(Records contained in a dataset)
<<<<

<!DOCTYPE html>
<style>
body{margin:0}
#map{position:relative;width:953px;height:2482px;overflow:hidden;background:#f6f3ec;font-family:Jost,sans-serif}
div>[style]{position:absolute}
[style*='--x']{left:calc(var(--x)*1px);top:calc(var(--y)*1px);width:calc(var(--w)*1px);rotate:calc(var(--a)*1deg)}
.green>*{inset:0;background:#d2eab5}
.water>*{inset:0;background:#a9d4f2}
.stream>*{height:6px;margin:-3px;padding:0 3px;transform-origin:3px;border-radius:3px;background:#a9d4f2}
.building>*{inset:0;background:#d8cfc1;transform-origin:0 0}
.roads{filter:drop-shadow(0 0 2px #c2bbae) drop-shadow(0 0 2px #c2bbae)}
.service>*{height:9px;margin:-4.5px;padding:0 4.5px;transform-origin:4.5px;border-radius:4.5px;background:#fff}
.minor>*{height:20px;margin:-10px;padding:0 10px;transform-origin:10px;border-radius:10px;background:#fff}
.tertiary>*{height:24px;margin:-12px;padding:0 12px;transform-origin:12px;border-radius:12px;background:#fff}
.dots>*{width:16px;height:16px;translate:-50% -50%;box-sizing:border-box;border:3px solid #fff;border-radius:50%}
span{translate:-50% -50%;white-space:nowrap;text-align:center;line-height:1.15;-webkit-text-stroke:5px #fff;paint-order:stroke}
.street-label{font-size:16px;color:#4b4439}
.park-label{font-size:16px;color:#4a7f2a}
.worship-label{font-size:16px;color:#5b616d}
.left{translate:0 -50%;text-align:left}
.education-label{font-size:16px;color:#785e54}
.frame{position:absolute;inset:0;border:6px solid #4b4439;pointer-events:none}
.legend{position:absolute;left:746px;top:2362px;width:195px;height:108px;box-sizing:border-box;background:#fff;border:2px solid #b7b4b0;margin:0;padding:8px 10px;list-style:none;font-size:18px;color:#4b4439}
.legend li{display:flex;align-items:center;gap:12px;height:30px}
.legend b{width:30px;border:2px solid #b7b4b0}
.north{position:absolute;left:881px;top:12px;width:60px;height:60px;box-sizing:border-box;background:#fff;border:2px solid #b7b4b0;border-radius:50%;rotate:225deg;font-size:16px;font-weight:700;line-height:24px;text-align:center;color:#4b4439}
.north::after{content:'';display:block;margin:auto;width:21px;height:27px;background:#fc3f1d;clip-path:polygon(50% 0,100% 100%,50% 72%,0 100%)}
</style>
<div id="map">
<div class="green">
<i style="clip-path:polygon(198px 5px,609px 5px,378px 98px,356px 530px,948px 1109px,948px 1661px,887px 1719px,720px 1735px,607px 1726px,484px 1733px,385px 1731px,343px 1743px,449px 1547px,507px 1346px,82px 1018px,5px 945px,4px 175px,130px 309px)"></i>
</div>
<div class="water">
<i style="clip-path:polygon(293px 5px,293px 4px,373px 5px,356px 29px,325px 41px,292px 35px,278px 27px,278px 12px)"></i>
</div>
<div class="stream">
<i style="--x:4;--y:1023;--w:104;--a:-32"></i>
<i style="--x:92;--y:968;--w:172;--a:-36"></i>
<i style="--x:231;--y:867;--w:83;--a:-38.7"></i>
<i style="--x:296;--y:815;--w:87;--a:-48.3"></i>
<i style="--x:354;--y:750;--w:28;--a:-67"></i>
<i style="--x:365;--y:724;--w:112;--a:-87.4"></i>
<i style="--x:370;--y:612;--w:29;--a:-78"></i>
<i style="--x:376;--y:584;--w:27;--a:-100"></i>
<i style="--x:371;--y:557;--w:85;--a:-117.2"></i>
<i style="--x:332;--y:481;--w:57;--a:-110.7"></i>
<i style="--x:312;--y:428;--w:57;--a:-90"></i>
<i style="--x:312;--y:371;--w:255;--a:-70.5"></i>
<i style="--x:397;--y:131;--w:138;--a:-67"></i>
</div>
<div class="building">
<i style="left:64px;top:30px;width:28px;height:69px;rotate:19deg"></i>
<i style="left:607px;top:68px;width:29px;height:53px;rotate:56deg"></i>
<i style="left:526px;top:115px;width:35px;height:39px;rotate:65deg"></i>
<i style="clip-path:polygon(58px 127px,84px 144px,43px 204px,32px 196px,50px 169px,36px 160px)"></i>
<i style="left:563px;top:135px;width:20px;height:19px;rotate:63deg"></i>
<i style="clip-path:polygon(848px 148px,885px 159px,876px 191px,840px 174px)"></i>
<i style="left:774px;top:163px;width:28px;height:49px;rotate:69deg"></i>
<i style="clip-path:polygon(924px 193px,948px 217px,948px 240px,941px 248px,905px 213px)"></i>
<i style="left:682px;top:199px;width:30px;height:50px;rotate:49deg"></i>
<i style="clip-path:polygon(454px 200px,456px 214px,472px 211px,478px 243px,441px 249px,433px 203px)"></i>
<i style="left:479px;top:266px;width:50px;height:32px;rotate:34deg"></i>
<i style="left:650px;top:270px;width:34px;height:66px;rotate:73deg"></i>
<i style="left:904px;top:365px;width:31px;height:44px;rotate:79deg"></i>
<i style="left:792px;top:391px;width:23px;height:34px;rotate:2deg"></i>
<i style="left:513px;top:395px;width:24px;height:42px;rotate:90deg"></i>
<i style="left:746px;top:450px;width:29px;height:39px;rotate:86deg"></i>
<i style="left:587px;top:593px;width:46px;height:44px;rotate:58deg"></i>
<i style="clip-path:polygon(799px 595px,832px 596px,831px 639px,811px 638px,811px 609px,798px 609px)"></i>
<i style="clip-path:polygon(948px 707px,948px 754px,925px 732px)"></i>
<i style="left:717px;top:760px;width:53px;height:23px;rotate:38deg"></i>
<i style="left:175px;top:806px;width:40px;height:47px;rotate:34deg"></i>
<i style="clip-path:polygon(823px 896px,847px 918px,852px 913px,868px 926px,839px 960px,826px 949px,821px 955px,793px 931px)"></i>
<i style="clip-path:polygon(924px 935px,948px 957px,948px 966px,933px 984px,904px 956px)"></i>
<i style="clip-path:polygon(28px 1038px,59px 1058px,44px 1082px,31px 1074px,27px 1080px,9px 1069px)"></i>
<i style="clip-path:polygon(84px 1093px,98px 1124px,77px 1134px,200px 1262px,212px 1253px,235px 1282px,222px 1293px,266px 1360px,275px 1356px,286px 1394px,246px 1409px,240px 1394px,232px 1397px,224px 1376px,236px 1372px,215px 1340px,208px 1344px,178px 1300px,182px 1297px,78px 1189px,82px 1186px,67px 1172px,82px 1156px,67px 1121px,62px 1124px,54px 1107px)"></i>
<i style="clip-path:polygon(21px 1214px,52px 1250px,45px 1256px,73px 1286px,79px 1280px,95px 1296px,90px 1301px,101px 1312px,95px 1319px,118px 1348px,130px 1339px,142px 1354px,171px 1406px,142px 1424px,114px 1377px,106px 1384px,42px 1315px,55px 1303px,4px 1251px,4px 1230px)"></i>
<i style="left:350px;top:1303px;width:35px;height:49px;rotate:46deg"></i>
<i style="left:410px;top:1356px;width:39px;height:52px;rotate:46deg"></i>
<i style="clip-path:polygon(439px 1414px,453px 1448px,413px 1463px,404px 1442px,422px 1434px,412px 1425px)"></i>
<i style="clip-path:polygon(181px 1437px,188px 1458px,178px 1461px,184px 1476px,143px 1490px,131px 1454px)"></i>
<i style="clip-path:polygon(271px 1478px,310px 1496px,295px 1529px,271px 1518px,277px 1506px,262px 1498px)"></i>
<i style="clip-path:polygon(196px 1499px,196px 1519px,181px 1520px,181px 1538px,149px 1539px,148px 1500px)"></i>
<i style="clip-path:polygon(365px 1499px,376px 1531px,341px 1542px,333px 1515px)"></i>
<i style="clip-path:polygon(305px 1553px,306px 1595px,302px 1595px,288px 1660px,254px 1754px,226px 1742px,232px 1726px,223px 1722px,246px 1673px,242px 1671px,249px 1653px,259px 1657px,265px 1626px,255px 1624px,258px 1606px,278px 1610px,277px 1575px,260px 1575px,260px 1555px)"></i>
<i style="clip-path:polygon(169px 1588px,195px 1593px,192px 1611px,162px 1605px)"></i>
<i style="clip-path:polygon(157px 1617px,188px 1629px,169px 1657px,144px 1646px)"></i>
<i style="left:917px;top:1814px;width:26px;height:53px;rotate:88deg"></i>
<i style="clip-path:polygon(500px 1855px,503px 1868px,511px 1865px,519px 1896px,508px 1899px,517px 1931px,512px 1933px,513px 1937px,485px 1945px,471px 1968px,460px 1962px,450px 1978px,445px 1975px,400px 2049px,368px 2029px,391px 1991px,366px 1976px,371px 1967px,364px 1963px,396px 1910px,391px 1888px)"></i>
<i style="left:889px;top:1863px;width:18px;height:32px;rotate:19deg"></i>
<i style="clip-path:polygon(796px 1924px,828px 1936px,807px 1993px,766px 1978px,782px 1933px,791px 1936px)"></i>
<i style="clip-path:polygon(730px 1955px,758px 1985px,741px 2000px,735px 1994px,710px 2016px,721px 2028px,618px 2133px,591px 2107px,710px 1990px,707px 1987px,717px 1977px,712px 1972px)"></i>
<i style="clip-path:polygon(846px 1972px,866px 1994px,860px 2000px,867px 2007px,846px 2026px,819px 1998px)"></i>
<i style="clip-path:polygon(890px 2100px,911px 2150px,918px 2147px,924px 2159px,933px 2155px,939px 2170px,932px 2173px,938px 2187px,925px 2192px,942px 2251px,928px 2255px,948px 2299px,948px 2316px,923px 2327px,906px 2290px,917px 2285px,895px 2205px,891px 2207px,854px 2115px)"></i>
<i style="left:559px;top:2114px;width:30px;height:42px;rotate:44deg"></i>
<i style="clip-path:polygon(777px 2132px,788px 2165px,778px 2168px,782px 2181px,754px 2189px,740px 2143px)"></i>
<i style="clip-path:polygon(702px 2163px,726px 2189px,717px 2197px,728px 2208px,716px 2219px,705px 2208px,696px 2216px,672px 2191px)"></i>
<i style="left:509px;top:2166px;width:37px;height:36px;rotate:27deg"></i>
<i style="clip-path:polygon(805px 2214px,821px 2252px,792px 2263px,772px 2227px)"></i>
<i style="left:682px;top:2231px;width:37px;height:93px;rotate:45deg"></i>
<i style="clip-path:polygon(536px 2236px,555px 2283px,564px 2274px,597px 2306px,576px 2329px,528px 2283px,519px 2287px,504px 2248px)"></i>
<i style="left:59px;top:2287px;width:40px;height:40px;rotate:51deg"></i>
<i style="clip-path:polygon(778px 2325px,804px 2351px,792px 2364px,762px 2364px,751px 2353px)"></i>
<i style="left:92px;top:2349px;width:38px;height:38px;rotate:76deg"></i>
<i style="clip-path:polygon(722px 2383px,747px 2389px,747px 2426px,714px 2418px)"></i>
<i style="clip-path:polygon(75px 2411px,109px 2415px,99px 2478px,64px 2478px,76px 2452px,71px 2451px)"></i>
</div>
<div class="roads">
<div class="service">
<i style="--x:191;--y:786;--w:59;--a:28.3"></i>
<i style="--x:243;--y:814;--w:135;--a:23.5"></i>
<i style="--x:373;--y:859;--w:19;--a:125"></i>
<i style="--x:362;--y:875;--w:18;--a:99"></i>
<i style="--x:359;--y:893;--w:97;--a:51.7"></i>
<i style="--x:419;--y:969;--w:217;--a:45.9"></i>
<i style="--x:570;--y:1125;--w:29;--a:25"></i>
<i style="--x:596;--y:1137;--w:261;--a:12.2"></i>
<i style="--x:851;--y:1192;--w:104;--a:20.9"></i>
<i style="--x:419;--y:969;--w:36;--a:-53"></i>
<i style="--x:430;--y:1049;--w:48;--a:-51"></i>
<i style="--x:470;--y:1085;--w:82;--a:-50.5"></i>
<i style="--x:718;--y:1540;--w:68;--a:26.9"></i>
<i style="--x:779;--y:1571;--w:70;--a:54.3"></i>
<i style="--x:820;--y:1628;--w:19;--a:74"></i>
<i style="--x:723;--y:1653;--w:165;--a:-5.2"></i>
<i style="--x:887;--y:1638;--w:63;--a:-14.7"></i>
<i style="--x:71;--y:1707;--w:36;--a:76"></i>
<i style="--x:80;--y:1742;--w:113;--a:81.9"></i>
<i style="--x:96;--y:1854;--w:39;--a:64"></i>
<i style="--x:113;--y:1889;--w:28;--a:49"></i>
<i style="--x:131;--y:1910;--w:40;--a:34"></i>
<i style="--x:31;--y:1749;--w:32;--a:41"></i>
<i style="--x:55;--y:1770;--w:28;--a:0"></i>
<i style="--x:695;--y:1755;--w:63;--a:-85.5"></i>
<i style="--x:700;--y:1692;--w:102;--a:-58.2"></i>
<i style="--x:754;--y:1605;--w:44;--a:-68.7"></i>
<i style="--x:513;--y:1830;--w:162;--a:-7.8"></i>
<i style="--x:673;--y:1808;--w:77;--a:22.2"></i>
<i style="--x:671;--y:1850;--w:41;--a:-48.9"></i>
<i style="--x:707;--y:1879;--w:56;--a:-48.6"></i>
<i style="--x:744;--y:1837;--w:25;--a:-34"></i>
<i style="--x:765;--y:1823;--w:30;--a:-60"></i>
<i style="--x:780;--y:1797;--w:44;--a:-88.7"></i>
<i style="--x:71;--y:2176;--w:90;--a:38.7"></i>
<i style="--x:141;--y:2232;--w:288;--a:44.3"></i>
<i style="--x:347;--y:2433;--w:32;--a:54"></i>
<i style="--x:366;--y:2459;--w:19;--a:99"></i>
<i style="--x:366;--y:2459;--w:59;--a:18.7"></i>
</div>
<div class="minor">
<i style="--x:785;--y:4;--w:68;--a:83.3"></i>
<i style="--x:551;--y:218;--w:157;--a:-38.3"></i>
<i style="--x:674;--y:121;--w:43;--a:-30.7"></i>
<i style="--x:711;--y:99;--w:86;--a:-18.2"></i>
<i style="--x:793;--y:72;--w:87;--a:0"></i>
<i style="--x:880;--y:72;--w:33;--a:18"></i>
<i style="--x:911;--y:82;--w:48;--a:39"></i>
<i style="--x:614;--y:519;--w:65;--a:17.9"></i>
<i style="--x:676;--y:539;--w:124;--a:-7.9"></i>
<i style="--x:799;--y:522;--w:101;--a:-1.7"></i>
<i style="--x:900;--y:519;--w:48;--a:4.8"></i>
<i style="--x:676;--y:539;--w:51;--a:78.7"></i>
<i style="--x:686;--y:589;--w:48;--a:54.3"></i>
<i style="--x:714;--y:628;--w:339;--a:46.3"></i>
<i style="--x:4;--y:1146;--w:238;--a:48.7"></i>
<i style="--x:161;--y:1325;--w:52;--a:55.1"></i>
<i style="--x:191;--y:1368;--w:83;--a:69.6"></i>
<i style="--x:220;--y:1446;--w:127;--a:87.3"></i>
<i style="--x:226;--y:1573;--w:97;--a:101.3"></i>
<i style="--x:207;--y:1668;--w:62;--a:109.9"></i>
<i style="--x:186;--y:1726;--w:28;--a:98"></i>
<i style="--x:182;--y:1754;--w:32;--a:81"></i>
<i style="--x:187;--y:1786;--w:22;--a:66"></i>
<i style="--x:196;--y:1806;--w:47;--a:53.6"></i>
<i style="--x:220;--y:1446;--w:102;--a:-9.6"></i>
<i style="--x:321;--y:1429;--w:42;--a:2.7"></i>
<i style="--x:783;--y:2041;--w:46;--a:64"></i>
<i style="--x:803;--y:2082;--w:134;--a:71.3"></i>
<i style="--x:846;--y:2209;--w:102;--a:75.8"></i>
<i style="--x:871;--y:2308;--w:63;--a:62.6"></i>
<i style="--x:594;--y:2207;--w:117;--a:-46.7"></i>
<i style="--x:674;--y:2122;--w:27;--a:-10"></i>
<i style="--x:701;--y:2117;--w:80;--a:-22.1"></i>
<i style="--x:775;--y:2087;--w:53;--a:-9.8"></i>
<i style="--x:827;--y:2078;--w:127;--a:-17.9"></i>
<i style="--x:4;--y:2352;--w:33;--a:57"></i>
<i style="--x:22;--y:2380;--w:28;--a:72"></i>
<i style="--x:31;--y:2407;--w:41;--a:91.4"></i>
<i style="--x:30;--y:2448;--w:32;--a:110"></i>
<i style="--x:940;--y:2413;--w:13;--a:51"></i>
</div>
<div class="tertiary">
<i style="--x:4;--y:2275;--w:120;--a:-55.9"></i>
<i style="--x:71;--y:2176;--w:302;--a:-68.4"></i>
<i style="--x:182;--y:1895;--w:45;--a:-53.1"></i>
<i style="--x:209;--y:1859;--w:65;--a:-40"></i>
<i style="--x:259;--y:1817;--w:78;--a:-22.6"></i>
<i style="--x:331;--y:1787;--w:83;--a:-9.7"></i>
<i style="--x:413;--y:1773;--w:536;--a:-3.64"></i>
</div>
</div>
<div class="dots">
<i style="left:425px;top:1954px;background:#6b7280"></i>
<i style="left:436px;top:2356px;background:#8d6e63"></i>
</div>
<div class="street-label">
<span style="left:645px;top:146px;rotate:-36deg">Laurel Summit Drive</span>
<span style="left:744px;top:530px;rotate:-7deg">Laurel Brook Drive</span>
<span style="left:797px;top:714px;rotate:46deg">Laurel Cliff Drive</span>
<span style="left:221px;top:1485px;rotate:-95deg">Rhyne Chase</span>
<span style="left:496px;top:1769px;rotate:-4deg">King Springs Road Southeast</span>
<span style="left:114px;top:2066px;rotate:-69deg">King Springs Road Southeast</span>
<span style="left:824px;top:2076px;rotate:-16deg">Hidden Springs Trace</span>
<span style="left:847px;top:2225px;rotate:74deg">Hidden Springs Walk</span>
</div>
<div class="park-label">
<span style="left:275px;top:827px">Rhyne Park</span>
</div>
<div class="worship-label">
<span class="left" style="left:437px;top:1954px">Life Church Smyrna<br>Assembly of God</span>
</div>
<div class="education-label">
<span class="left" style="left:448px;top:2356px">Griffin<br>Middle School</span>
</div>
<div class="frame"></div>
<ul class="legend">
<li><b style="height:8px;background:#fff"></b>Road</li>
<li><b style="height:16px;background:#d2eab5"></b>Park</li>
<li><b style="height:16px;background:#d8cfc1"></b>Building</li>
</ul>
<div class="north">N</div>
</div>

>>>>

Wherever the string "stream" appears in the data above, copy the line it sits in.

• _Solution_
.stream>*{height:6px;margin:-3px;padding:0 3px;transform-origin:3px;border-radius:3px;background:#a9d4f2}
<div class="stream">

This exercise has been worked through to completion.